As of the 2023 census, Risalpur had a population of 36,074.

=== Religion ===

Religious groups in Risalpur City (1911−1941)
| Religious group | 1911 |  | 1921 |  | 1931 |  | 1941 |  |
| Pop. | % | Pop. | % | Pop. | % | Pop. | % |
| Islam | 2,268 | 71.61% | 2,721 | 32.02% | 3,170 | 39.55% | 3,506 | 38.93% |
| Hinduism | 716 | 22.61% | 3,369 | 39.64% | 2,900 | 36.18% | 3,937 | 43.71% |
| Sikhism | 177 | 5.59% | 601 | 7.07% | 314 | 3.92% | 1,024 | 11.37% |
| Christianity | 6 | 0.19% | 1,808 | 21.27% | 1,629 | 20.32% | 333 | 3.7% |
| Zoroastrianism | 0 | 0% | 0 | 0% | 3 | 0.04% | 0 | 0% |
| Jainism | 0 | 0% | 0 | 0% | 0 | 0% | —N/a | —N/a |
| Judaism | 0 | 0% | 0 | 0% | 0 | 0% | 0 | 0% |
| Buddhism | 0 | 0% | 0 | 0% | 0 | 0% | —N/a | —N/a |
| Others | 0 | 0% | 0 | 0% | 0 | 0% | 207 | 2.3% |
| Total population | 3,167 | 100% | 8,499 | 100% | 8,016 | 100% | 9,007 | 100% |

== Incidents ==
On 9 November 2007, unknown miscreants fired three rockets that landed near Risalpur in Nowshera District, without causing any damage to life or property.

== Schools ==

- College of Aeronautical Engineering NUST
- Military College of Engineering (M.C.E.), NUST, Risalpur Cantt
- Fazaia Degree College, Risalpur Cantt
- Nisar Shaheed Degree College, Risalpur Cantt
- Presentation Convent High School, Risalpur Cantt
- Federal Government (F.G.) Public High School, Risalpur Cantt
- Army Iqra Public School, Risalpur Cantt
- Government Higher Secondary School, Risalpur Cantt
- Federal Government (F.G.) Sapper Boys High School, Risalpur Cantt
- Federal Government (F.G.) Sapper Girls High School, Risalpur Cantt
- Saint Joseph High School, Risalpur Cantt
- The City School, Risalpur Cantt
- Beaconhouse School System, Risalpur Cantt
- Sir Syed Public School and College Risalpur Cantt
- MM School System Risalpur Cantt.

== Additional information ==
Due to the lack of quality educational institutions in Mardan and Nowshehra District many students travel daily to Risalpur in order to study at the relatively better educational institutions operated by the Armed Forces of Pakistan. The students who come to these institutions usually belong to the privileged class of the two districts, or their parents suffer through tremendous financial hardship in order to send their children to these schools.

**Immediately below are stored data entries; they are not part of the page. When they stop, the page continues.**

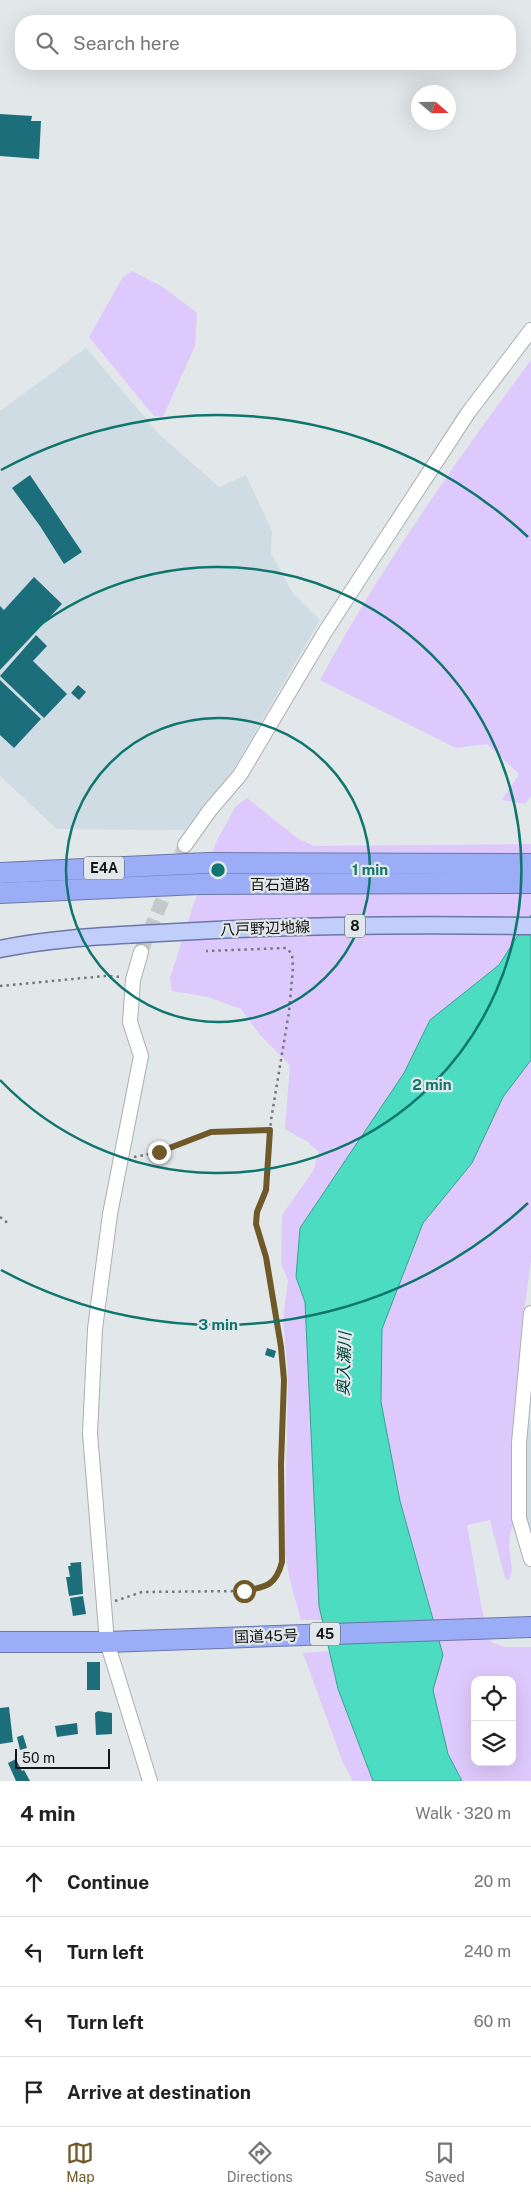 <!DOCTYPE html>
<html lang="en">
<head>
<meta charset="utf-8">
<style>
	:root { --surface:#fff; --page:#f2f2f2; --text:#222; --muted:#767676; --line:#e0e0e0; --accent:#705929 }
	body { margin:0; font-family:"Public Sans","Noto Sans JP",sans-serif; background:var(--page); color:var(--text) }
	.controls { position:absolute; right:15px; bottom:15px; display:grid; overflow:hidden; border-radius:10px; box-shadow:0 5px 20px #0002 }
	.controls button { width:45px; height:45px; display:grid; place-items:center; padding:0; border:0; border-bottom:1px solid var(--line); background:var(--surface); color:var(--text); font:25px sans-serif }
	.compass { position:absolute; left:411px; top:85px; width:45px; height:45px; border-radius:50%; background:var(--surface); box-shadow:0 5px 20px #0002; rotate:110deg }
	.scale { position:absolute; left:15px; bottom:12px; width:95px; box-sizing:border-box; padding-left:5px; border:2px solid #131516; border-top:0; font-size:14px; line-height:18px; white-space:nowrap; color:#131516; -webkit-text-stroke:4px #e2e7ea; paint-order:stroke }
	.stop { position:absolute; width:15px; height:15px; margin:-11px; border:4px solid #705929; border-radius:50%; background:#fff }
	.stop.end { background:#705929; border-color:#fff; box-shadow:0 1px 5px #0008 }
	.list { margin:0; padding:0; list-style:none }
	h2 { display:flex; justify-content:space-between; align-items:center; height:65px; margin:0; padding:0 20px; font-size:21px }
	h2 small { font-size:16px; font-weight:400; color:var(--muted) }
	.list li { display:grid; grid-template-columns:32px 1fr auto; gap:15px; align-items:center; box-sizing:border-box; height:70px; padding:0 20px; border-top:1px solid var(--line) }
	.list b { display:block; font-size:19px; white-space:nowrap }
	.list em { font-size:16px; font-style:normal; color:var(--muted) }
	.icon { flex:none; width:28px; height:28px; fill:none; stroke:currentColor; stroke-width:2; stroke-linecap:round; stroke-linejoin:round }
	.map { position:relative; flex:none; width:531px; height:1781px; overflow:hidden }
	.search { position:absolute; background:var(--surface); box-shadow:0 5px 20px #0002; left:15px; right:15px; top:15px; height:55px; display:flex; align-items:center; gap:12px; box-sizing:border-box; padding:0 18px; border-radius:20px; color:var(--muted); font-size:19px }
	.sheet { height:345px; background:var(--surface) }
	nav { display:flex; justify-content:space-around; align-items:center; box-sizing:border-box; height:70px; border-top:1px solid var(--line); background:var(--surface); font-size:14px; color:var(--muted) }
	nav a { display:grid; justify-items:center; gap:2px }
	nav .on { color:var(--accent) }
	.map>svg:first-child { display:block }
	.built { fill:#d0dce4 }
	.green { fill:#dec9fc; fill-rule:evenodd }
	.water { fill:#4bdcc1; stroke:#3aa08e }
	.building { fill:#1c6e7a }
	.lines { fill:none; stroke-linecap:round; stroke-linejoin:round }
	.minor-tunnel { stroke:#c3c8ca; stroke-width:14; stroke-dasharray:14 7; stroke-linecap:butt }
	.minor-casing { stroke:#abafb2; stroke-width:16 }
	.major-casing { stroke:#6b78a8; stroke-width:19 }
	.highway-casing { stroke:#6b78a8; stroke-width:22 }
	.path { stroke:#747779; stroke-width:2.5; stroke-dasharray:2.5 4; stroke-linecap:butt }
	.minor { stroke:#fff; stroke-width:14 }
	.major { stroke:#c2cefa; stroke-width:16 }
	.highway { stroke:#9aadf6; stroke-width:20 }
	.route { stroke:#705929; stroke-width:6 }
	.ring { fill:none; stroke:#0f766e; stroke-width:2.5 }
	.labels { text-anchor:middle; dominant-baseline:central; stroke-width:4.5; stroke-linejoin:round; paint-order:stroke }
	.shield { fill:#e2e7ea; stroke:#515456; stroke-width:1 }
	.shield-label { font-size:14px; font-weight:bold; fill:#131516 }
	.street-label { font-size:15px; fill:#131516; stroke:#e2e7ea }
	.water-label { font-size:16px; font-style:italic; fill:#01443a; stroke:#e2e7ea }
	.centre { fill:#0f766e; stroke:#e2e7ea; stroke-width:2.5 }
	.ring-label { font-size:15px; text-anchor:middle; font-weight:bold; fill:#0f766e; stroke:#e2e7ea; stroke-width:4.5; stroke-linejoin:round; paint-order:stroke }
</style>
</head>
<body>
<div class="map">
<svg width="531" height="1781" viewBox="0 0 531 1781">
	<rect width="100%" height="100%" fill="#e2e7ea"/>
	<g class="built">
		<path d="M86 348 159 434 219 487 246 475 272 531 271 553 292 592 320 620 232 772 185 830 57 829 0 776V411Z"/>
		<path d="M531 1420V1543L523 1516 526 1433Z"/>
	</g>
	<g class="green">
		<path d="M132 271 163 287 197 313 195 346 163 417 154 416 89 337 123 277Z"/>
		<path d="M531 360V796L525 804 502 800 519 774 487 744 456 748 320 680C381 567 455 463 531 360Z"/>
		<path d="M247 798 297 838 314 846 531 844V915L499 965 430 1020 404 1073 300 1228 296 1277 305 1302 319 1606 323 1620H301L290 1581 285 1553 288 1376 283 1319 288 1281 281 1263 282 1215 313 1171 319 1152 308 1142 285 1129 290 1065 260 1035 241 1009 208 997 172 991 170 978 193 906 217 840 236 806Z"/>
		<path d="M531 1060V1261L521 1333 512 1487 514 1524 510 1533 509 1546 512 1570 509 1580 505 1578 490 1520 467 1525 482 1610 491 1642 505 1647H531V1781H462L448 1754 433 1690 443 1655 400 1501 381 1402 382 1329 423 1223 472 1163 503 1097ZM475 1680H512V1762H475Z"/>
		<path d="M329 1651 338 1689 373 1781H353L343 1763 303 1653Z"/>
	</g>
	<path class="water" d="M531 915V1060L503 1097 472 1163 423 1223 382 1329 381 1402 400 1501 443 1655 433 1690 448 1754 462 1781H373L338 1689 319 1606 305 1302 296 1277 300 1228 404 1073 430 1020 499 965Z"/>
	<g class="building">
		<path d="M0 114 32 116 31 121H41L39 159 0 156Z"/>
		<path d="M30 475 82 552 64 564 40 526 12 488Z"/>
		<path d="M34 577 62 604 0 670V606L4 610Z"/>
		<path d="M36 635 47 646 33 661 67 694 44 718 0 676Z"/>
		<path d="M0 680 41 719 14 748 0 735Z"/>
		<path d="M78 685 86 692 79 700 71 693Z"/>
		<path d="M267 1348 276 1351 274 1358 265 1355Z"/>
		<path d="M81 1562 83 1594 69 1596 66 1577H70L68 1566H71L70 1563Z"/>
		<path d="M83 1596 86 1614 73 1616 70 1598Z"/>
		<rect x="87" y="1662" width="13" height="28"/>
		<path d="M9 1707 13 1742 0 1744V1708Z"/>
		<path d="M98 1711 112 1713V1734L96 1735 95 1713Z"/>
		<path d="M77 1723 78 1734 57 1737 55 1726Z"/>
		<path d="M23 1735 27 1748 20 1750 17 1737Z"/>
		<path d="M16 1759 22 1771 24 1770 30 1781H16L8 1763Z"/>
	</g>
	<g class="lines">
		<path class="minor-tunnel" d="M141 952 185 845"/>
		<g class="minor-casing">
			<g id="minor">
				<path d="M185 845 210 810 240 775 325 632 377 552 468 413 531 330"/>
				<path d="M141 952 133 980 130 1022 141 1056 110 1214 95 1329 90 1433 107 1642 150 1781"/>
				<path d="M531 1313 519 1443V1518L531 1559"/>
			</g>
		</g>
		<g class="major-casing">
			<path id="major" d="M0 949C52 938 105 936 159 933 283 925 407 924 531 926"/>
		</g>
		<g class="highway-casing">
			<g id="highway">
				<path d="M0 873 208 863 531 864"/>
				<path d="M0 893 199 884 531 883"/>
				<path d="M0 1642H107L531 1627"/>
			</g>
		</g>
		<g class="path">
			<path d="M0 986 105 976 122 977"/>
			<path d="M134 1157 159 1152 211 1132 270 1130"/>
			<path d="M0 1217 10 1225"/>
			<path d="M115 1601 142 1592 245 1591C267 1587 276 1585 282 1562L281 1464 284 1380 281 1347 266 1257 256 1224 257 1212 266 1190 271 1120 289 1012 293 968 292 954 286 948 206 951"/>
		</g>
		<use href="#minor" class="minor"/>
		<use href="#major" class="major"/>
		<use href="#highway" class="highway"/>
	</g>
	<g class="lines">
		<path class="route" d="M159 1152 211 1132 270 1130 266 1190 257 1212 256 1224 266 1257 281 1347 284 1380 281 1464 282 1562C276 1585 267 1587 244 1591"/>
	</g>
	<g class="ring">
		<circle cx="218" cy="870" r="152"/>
		<path d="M0 660A303 303 0 1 1 0 1080"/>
		<path d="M528 1203A455 455 0 0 1 1 1270M1 470A455 455 0 0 1 528 537"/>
	</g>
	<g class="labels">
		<g class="shield">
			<rect x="84" y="856.5" width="40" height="23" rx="4"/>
			<rect x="345" y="914.5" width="20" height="23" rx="4"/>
			<rect x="310" y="1622.5" width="30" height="23" rx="4"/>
		</g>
		<g class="shield-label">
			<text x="104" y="868">E4A</text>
			<text x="355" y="926">8</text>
			<text x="325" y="1634">45</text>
		</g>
		<g class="street-label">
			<text x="280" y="884">百石道路</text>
			<text transform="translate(265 928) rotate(-2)">八戸野辺地線</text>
			<text transform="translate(266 1636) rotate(-2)">国道45号</text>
		</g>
		<g class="water-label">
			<text transform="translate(344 1364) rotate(-88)">奥入瀬川</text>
		</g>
	</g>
	<circle cx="218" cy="870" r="8" class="centre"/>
	<g class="ring-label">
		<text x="370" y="875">1 min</text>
		<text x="432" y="1090">2 min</text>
		<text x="218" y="1330">3 min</text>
	</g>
</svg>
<div class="controls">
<button><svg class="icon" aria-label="locate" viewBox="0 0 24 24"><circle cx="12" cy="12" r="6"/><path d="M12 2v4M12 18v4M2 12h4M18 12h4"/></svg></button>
<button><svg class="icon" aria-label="layers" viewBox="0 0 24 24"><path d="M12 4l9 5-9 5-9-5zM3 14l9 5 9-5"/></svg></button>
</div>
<svg class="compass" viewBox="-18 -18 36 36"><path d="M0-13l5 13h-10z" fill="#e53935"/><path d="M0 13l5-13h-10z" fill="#767676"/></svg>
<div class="scale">50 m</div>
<div class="stop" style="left:244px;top:1591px"></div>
<div class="stop end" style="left:159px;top:1152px"></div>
<div class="search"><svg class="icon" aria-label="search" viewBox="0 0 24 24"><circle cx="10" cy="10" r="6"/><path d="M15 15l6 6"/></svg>Search here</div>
</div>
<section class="sheet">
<h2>4 min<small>Walk · 320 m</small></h2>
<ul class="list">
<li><svg class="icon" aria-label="ahead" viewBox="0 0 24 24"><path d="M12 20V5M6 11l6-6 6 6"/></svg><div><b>Continue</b></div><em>20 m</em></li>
<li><svg class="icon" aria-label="left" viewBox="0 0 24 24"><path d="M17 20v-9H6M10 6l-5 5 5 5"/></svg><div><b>Turn left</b></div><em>240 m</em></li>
<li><svg class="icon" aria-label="left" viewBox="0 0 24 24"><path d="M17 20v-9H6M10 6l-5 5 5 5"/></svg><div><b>Turn left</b></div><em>60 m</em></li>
<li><svg class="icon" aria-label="arrive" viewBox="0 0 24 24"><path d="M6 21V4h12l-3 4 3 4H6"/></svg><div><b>Arrive at destination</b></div></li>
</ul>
</section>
<nav>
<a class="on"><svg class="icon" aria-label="map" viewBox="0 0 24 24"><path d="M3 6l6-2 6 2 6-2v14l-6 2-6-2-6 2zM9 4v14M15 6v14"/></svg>Map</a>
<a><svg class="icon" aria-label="directions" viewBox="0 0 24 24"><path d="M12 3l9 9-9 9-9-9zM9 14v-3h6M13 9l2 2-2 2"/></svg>Directions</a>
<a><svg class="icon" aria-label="saved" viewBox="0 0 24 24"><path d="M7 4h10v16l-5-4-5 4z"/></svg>Saved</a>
</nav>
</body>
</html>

On the other hand for under-privileged there is no provincial Government High School or College for Girls, Parents send their daughters to near by High Schools and Colleges. Being a prominent area for education its very embarrassing for corrupt politician of District Nowshera to not have a provincial Government High School and College for Girls in Risalpur.

== Climate ==
Risalpur has a humid subtropical climate (Köppen: Cwa) which has hot and humid summers, and cold to mild winters.